# What needs to be done:
Retype, please, the listing from its opening line through the line that contains "position:absolute; right:15px; bottom:15px;", both included, without the pictures.

*** Block opens ***

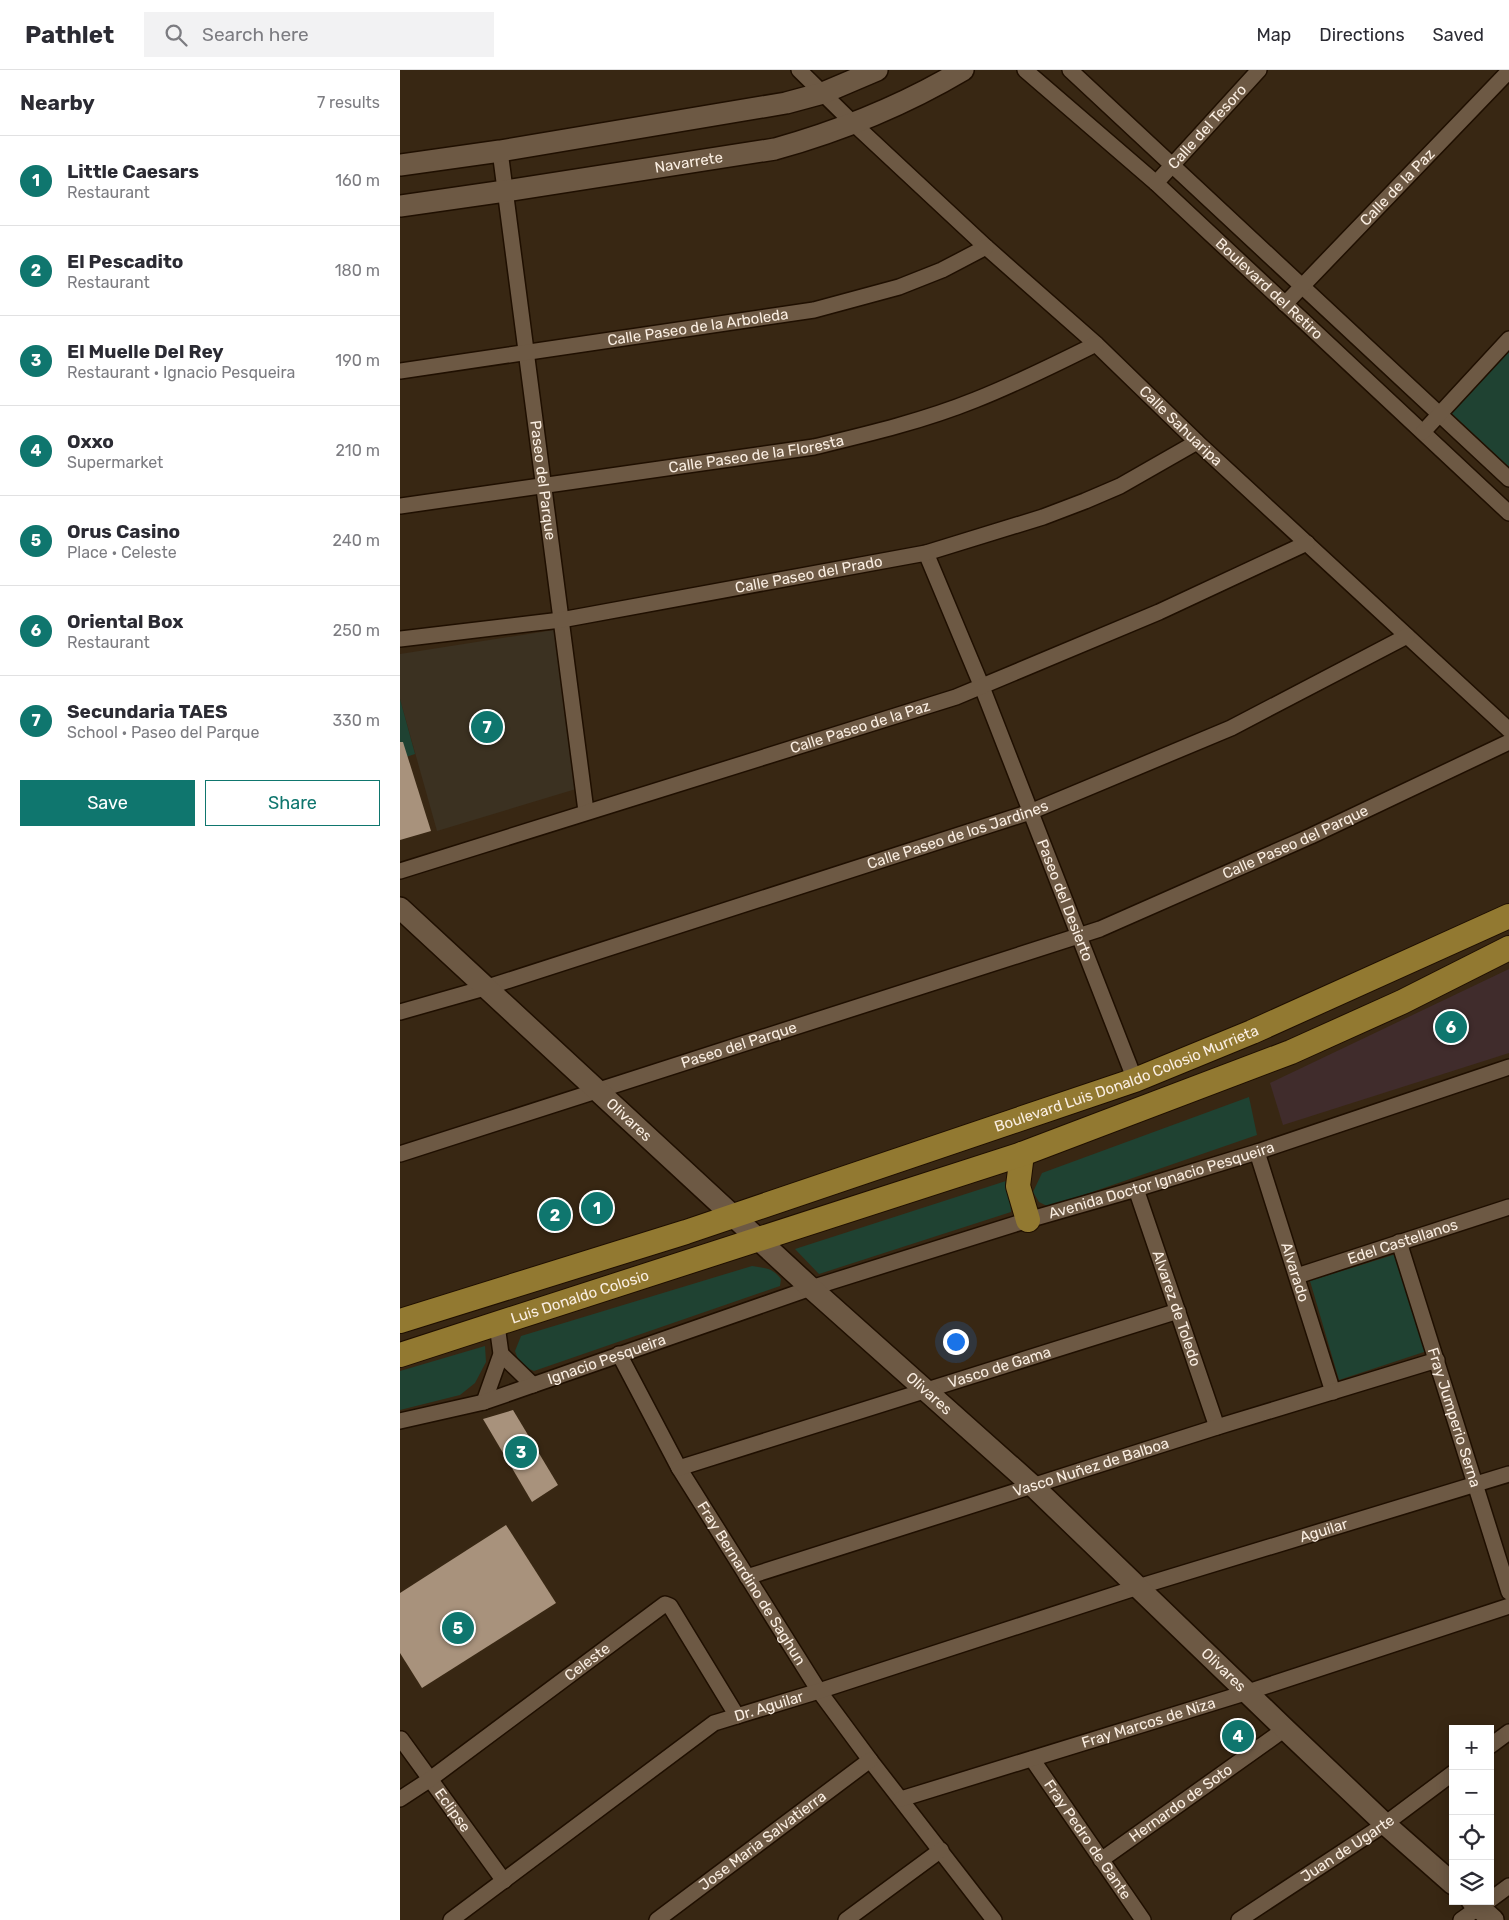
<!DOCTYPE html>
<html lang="en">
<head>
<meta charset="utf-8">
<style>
	:root { --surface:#fff; --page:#f2f2f3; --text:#2b2b33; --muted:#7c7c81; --line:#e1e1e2; --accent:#0f766e }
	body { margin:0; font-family:Rubik,sans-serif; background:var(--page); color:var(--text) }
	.controls { position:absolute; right:15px; bottom:15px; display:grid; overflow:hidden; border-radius:0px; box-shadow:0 2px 12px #0003 }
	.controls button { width:45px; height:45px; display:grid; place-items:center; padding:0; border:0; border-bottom:1px solid var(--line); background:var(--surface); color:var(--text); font:25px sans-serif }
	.you { position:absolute; left:555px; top:1271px; width:18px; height:18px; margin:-12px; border:4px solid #fff; border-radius:50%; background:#1a73e8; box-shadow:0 0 0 8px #1a73e833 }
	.badge { display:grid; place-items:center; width:32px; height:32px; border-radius:50%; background:var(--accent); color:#fff; font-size:16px; font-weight:700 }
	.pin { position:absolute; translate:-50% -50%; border:2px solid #fff; box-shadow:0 1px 5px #0006 }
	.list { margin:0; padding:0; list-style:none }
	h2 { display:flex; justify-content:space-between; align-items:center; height:65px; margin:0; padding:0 20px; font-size:21px }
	h2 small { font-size:16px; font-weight:400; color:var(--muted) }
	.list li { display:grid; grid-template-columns:32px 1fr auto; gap:15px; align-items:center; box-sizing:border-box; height:90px; padding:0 20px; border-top:1px solid var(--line) }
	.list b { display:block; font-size:19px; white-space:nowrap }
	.list p { margin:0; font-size:16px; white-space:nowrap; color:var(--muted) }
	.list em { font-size:16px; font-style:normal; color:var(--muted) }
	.actions { display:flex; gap:10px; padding:15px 20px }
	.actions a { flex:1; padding:11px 0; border:1px solid var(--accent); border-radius:0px; text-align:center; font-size:18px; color:var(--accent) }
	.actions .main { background:var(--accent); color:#fff }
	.icon { flex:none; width:28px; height:28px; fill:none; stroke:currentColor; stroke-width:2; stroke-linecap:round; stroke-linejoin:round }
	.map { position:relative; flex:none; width:1109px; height:1850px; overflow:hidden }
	header { display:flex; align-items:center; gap:30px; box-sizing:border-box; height:70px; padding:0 25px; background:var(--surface); border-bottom:1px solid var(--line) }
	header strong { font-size:24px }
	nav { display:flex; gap:28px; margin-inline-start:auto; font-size:18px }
	.search { width:350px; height:45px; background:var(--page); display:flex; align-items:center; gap:12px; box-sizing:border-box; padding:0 18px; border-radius:0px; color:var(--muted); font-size:19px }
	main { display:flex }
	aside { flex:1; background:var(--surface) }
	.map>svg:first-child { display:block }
</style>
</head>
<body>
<header>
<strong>Pathlet</strong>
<div class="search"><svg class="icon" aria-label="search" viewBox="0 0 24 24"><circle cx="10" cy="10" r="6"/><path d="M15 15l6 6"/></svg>Search here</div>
<nav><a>Map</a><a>Directions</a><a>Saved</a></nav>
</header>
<main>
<aside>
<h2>Nearby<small>7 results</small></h2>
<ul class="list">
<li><span class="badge">1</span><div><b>Little Caesars</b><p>Restaurant</p></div><em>160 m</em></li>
<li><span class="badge">2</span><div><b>El Pescadito</b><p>Restaurant</p></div><em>180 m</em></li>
<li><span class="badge">3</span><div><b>El Muelle Del Rey</b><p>Restaurant · Ignacio Pesqueira</p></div><em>190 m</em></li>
<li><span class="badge">4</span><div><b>Oxxo</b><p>Supermarket</p></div><em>210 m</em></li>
<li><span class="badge">5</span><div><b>Orus Casino</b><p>Place · Celeste</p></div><em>240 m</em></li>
<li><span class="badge">6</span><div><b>Oriental Box</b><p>Restaurant</p></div><em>250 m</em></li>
<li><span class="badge">7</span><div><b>Secundaria TAES</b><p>School · Paseo del Parque</p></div><em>330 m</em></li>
</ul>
<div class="actions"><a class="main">Save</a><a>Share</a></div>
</aside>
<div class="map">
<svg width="1109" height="1850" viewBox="0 0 1109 1850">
	<rect width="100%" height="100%" fill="#382713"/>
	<polygon fill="#402c2c" points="1109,899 1109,983 883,1055 870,1013"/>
	<polygon fill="#3b3121" points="154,560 176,719 37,761 0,629 0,584"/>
	<g fill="#1f4232">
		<polygon points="1109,275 1109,397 1047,339"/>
		<polygon points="0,629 15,684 0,689"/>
		<polygon points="849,1027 857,1065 649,1137 639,1132 633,1122 642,1103"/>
		<polygon points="609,1110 611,1142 419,1204 395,1179"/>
		<polygon points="996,1184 1027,1281 939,1310 910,1211"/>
		<path d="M352,1196C365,1198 373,1198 381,1209L380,1216L134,1301L120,1295L115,1281L121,1266Z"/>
		<polygon points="85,1276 86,1292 75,1313 60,1325 0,1340 0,1301"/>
	</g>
	<g fill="#a8927c">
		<polygon points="0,672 3,672 31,761 0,770"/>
		<polygon points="113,1340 158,1415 132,1432 83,1349"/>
		<polygon points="106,1455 156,1533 22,1618 0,1583 0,1523"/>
	</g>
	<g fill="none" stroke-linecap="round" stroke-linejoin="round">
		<defs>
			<g id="minor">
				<path id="s1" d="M399,0L453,53L586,177L696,274L797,372L1109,660"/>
				<path id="s2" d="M625,0L756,113L1109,443"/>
				<polyline points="670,0 1109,409"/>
				<path id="s3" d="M100,81L186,741"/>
				<path id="s4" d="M756,113L859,0"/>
				<path id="s5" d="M885,234L1109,1"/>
				<path id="s6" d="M0,301L414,240L499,217L542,200L586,177"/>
				<polyline points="1023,362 1109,269"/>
				<path id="s7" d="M0,436L414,377C468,364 523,351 575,330C616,314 656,294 696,274"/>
				<path id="s8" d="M526,483L582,617L735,1010"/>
				<path id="s9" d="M0,569L161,550L526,483L643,447L685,431L720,416L797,372"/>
				<path id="s10" d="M0,801L556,627L759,542L907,473"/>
				<path id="s11" d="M0,942L88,917L630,742L831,658L1007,566"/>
				<path id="s12" d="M857,1082L933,1322"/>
				<path id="s13" d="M0,1084L700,859L911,766L1109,672"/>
				<path id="s14" d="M736,1119L817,1357"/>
				<path id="s15" d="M999,1172L1109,1522"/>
				<path id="s16" d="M897,1206L1109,1137"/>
				<polyline points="101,1284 133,1315"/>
				<path id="s17" d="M219,1284L279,1398L419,1621L470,1690L594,1850"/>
				<polyline points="84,1332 101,1284 97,1255"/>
				<path id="s18" d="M0,1351L84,1332L411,1218L628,1150L736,1119L857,1082L1109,997"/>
				<path id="s19" d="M279,1398L778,1241"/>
				<path id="s20" d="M347,1507L817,1357L1037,1290"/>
				<path id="s21" d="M1,1669L104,1811"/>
				<polyline points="1090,1676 1109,1662"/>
				<path id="s22" d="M632,1689L743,1850"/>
				<path id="s23" d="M0,1729L29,1710L265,1534L270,1536L337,1646"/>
				<path id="s24" d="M501,1729L848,1622L1109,1536"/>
				<path id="s25" d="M701,1790L885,1659"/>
				<polyline points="1090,1830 1109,1816"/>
				<path id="s26" d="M51,1850L314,1653L419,1621L738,1517L1109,1404"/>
				<path id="s27" d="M257,1850L470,1690"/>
				<polyline points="446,1850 541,1780"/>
				<path id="s28" d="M839,1850L985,1754L1053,1703"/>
				<polyline points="1061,1850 1088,1831"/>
			</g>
			<g id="secondary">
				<polyline points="0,95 100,81 386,33 423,23 477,0"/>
				<path id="s29" d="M0,136L105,121L375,79C440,61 504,35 563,0"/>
				<path id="s30" d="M0,838L411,1218L634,1417L885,1659L985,1754L1053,1814"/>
				<polyline points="1072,1831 1093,1850"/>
			</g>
			<g id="primary">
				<polyline points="622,1084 618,1116 628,1150"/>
				<path id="s31" d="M0,1251L286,1162L735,1010L852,962L1109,846"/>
				<path id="s32" d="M0,1285L622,1084L891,982L1002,932L1109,878"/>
			</g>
		</defs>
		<use href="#minor" stroke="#1f0f00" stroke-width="18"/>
		<use href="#secondary" stroke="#1f0f00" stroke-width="24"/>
		<use href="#primary" stroke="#1f0f00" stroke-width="26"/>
		<use href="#minor" stroke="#6d5944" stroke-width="15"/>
		<use href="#secondary" stroke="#6d5944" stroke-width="21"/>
		<use href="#primary" stroke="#927931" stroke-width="24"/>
	</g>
	<g text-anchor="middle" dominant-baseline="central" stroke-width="5" stroke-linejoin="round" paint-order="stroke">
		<g font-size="15" fill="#faeee2" stroke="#2e1d0a">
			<text stroke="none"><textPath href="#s4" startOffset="76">Calle del Tesoro</textPath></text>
			<text stroke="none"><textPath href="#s29" startOffset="292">Navarrete</textPath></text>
			<text stroke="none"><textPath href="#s5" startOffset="162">Calle de la Paz</textPath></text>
			<text stroke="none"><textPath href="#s2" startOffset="328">Boulevard del Retiro</textPath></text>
			<text stroke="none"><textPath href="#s6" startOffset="301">Calle Paseo de la Arboleda</textPath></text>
			<text stroke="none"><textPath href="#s1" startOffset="522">Calle Sahuaripa</textPath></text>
			<text stroke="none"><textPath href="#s7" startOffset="360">Calle Paseo de la Floresta</textPath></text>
			<text stroke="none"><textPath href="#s3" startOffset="332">Paseo del Parque</textPath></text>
			<text stroke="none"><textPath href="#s9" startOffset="414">Calle Paseo del Prado</textPath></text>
			<text stroke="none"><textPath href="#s10" startOffset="482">Calle Paseo de la Paz</textPath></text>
			<text stroke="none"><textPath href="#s11" startOffset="585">Calle Paseo de los Jardines</textPath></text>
			<text stroke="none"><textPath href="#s13" startOffset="949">Calle Paseo del Parque</textPath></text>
			<text stroke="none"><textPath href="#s8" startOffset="374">Paseo del Desierto</textPath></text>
			<text stroke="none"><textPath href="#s13" startOffset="356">Paseo del Parque</textPath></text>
			<text stroke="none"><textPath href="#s31" startOffset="766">Boulevard Luis Donaldo Colosio Murrieta</textPath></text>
			<text stroke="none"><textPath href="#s30" startOffset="312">Olivares</textPath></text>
			<text stroke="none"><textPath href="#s18" startOffset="799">Avenida Doctor Ignacio Pesqueira</textPath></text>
			<text stroke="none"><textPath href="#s16" startOffset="111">Edel Castellanos</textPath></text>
			<text stroke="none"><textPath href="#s12" startOffset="126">Alvarado</textPath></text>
			<text stroke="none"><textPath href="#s32" startOffset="189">Luis Donaldo Colosio</textPath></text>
			<text stroke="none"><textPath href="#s14" startOffset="126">Alvarez de Toledo</textPath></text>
			<text stroke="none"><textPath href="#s18" startOffset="216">Ignacio Pesqueira</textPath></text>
			<text stroke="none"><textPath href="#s19" startOffset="336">Vasco de Gama</textPath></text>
			<text stroke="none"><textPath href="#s30" startOffset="718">Olivares</textPath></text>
			<text stroke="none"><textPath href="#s15" startOffset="184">Fray Jumperio Serna</textPath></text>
			<text stroke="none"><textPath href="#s20" startOffset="361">Vasco Nuñez de Balboa</textPath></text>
			<text stroke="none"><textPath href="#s26" startOffset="968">Aguilar</textPath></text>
			<text stroke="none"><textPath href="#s17" startOffset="265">Fray Bernardino de Saghun</textPath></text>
			<text stroke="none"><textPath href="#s23" startOffset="232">Celeste</textPath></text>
			<text stroke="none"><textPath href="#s30" startOffset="1122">Olivares</textPath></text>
			<text stroke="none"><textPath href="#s26" startOffset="386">Dr. Aguilar</textPath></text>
			<text stroke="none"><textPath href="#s24" startOffset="259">Fray Marcos de Niza</textPath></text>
			<text stroke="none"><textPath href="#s25" startOffset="98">Hernardo de Soto</textPath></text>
			<text stroke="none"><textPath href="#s21" startOffset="88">Eclipse</textPath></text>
			<text stroke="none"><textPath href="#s27" startOffset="132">Jose Maria Salvatierra</textPath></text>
			<text stroke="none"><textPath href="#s22" startOffset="98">Fray Pedro de Gante</textPath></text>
			<text stroke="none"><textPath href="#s28" startOffset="130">Juan de Ugarte</textPath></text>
		</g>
	</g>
</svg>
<div class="controls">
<button>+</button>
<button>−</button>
<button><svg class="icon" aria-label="locate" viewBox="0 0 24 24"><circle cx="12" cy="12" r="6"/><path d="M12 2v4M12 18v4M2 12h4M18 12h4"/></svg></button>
<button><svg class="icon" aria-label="layers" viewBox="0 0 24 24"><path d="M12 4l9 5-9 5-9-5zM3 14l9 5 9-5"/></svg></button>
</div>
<div class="you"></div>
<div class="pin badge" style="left:197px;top:1138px">1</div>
<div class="pin badge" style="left:155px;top:1145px">2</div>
<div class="pin badge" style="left:121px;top:1382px">3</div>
<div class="pin badge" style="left:838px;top:1666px">4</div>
<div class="pin badge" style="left:58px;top:1558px">5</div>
<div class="pin badge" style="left:1051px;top:957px">6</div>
<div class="pin badge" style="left:87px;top:657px">7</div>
</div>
</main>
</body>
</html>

*** Block closes ***

# Result:
<!DOCTYPE html>
<html lang="en">
<head>
<meta charset="utf-8">
<style>
	:root { --surface:#fff; --page:#f2f2f3; --text:#2b2b33; --muted:#7c7c81; --line:#e1e1e2; --accent:#0f766e }
	body { margin:0; font-family:Rubik,sans-serif; background:var(--page); color:var(--text) }
	.controls { position:absolute; right:15px; bottom:15px; display:grid; overflow:hidden; border-radius:0px; box-shadow:0 2px 12px #0003 }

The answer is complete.